--- GOAL OF THE EXERCISE ---
Gather each line containing the string "button" from these entries.

--- DATA FOR PROCESSING ---
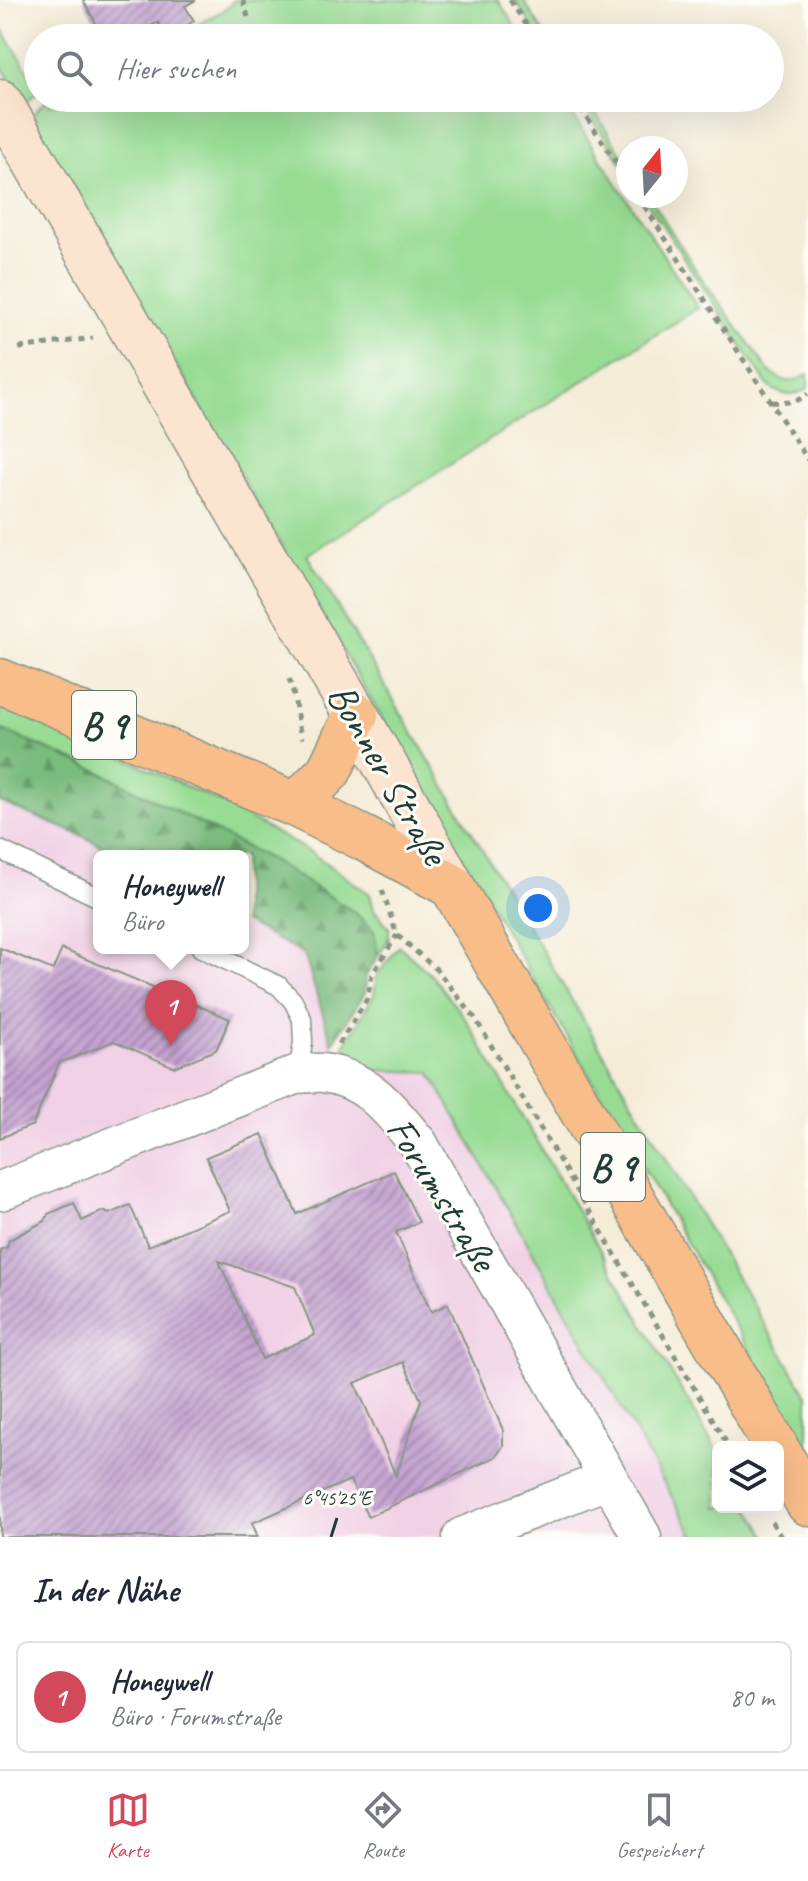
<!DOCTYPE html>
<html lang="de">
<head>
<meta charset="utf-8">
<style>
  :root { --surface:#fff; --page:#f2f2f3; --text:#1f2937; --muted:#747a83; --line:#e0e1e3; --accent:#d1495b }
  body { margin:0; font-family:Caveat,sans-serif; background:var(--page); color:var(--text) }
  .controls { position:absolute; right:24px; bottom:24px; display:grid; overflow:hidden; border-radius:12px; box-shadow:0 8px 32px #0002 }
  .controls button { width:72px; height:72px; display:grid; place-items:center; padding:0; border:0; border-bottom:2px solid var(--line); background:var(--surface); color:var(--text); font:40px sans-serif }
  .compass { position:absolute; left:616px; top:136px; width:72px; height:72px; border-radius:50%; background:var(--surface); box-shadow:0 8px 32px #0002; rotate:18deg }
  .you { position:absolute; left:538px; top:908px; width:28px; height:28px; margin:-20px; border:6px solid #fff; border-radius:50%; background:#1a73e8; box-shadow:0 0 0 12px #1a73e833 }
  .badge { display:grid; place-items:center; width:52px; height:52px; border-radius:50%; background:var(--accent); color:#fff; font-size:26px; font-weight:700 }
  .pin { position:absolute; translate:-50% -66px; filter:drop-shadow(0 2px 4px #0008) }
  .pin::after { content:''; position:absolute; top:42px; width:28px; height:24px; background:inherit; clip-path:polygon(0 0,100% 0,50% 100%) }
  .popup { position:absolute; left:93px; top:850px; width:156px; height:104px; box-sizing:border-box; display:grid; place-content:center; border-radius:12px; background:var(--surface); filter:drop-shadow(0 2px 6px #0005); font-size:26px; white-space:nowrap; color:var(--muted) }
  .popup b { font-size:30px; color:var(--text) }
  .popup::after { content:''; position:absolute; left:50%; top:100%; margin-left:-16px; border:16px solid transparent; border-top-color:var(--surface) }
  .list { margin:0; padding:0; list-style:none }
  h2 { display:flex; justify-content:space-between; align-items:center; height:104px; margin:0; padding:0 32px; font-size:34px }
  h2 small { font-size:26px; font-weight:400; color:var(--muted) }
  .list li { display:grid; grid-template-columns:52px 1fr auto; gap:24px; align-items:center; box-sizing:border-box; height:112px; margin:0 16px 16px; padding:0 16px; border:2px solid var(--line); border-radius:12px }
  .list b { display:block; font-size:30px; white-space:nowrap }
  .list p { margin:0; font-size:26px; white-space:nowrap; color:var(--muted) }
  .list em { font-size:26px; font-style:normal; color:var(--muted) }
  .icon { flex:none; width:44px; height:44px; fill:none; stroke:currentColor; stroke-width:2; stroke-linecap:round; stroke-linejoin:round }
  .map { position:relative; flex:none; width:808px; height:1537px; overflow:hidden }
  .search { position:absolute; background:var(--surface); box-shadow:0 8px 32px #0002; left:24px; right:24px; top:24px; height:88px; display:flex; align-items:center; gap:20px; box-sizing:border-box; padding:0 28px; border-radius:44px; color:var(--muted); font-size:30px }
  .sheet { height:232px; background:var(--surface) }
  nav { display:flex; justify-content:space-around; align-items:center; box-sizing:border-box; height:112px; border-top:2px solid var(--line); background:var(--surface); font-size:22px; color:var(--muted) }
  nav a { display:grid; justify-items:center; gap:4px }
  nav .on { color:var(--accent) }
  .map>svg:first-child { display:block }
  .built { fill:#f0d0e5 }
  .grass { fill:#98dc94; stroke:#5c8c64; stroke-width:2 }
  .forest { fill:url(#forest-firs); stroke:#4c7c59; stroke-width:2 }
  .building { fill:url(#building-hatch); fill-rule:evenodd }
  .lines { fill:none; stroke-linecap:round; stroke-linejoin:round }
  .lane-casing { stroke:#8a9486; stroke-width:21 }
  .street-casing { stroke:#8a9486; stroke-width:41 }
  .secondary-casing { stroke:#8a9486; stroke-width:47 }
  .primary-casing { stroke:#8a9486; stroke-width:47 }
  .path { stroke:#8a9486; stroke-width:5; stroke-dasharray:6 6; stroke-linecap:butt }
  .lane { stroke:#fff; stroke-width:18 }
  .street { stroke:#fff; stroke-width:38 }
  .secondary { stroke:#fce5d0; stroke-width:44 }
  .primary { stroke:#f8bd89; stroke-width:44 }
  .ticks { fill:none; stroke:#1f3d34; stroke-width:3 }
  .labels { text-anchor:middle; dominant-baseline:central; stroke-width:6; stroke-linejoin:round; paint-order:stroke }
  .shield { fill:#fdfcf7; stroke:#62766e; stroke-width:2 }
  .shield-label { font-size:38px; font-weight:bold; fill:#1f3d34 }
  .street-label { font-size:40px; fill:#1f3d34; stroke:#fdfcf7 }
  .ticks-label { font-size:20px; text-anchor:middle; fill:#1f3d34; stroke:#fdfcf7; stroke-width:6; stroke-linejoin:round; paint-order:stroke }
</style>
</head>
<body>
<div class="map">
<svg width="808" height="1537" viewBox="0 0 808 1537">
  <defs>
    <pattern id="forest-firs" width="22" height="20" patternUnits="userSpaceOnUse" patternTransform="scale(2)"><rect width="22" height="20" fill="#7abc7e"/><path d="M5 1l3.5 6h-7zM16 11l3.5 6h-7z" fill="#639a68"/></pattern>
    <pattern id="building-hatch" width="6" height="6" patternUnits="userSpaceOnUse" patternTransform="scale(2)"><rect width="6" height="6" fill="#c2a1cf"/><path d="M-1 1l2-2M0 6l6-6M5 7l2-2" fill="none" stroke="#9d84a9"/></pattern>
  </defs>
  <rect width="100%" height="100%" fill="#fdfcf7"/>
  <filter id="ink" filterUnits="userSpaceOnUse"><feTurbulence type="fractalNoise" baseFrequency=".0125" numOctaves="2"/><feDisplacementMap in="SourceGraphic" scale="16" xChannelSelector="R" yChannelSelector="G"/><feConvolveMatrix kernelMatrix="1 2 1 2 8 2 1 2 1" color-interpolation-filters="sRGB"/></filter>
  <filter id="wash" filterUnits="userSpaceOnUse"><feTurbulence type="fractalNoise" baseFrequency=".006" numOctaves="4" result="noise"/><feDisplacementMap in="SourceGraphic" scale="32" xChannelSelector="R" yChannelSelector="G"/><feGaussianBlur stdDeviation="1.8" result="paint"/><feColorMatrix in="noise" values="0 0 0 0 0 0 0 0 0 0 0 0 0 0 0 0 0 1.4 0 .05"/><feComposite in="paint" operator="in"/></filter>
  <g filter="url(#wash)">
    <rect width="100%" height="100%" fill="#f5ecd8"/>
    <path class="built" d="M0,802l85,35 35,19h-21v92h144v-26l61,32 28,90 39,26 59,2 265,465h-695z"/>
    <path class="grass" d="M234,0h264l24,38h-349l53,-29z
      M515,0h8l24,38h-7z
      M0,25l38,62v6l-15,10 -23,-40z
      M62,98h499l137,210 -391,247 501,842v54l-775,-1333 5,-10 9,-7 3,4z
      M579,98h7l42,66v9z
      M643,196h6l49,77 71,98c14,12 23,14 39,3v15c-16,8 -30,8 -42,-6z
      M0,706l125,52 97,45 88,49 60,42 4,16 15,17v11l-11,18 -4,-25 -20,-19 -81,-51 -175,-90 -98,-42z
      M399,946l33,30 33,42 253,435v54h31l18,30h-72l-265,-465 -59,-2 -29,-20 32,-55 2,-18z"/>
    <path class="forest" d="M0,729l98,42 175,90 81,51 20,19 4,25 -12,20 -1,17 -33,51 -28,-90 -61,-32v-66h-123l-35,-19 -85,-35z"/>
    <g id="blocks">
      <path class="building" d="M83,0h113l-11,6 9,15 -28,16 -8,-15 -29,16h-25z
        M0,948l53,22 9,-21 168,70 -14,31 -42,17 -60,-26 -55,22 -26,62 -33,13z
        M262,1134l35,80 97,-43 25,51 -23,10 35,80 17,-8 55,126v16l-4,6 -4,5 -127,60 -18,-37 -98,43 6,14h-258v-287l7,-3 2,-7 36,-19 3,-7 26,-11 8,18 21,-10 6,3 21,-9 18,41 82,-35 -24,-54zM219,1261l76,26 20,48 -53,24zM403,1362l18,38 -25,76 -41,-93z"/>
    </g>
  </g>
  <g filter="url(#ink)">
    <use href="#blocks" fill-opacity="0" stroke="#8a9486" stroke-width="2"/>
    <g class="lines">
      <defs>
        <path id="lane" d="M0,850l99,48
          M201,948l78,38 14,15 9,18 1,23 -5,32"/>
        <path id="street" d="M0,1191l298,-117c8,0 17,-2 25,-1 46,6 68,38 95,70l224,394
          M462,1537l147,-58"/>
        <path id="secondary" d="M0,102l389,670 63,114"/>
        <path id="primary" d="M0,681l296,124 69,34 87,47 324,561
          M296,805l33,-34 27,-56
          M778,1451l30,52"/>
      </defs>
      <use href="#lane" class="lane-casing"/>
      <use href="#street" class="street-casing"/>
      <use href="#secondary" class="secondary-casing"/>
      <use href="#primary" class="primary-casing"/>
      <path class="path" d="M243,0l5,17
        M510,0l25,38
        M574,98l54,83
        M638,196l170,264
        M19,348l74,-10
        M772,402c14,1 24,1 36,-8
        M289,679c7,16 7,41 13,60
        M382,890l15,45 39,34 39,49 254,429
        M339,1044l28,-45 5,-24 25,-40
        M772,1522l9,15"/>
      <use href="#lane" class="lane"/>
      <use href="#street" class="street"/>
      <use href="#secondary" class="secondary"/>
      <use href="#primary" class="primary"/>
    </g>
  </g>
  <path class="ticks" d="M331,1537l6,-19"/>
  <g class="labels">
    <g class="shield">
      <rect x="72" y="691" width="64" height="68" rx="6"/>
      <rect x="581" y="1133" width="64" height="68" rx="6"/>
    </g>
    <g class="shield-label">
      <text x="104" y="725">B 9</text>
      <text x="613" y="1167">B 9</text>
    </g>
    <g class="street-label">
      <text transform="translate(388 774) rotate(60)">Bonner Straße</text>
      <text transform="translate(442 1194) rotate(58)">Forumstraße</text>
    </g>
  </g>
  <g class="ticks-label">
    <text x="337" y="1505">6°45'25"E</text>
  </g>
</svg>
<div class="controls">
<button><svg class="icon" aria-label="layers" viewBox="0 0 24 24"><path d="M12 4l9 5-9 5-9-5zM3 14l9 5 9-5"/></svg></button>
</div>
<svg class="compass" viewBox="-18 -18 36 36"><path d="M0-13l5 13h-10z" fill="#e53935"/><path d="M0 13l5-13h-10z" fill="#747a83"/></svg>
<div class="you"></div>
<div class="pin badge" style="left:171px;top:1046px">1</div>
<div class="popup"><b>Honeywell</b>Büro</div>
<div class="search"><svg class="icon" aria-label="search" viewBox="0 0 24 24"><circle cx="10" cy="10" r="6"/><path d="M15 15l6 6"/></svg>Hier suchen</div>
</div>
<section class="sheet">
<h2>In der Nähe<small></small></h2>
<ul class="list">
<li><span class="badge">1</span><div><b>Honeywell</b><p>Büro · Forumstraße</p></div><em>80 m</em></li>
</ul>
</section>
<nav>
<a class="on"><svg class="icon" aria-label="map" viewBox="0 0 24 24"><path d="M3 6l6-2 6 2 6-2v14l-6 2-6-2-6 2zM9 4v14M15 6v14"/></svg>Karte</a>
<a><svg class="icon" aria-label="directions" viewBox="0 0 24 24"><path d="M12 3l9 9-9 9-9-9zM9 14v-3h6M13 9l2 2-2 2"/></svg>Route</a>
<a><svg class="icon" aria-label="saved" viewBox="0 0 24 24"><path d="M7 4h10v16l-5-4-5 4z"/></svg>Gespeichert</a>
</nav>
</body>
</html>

--- RESPONSE TO THE EXERCISE ---
  .controls button { width:72px; height:72px; display:grid; place-items:center; padding:0; border:0; border-bottom:2px solid var(--line); background:var(--surface); color:var(--text); font:40px sans-serif }
<button><svg class="icon" aria-label="layers" viewBox="0 0 24 24"><path d="M12 4l9 5-9 5-9-5zM3 14l9 5 9-5"/></svg></button>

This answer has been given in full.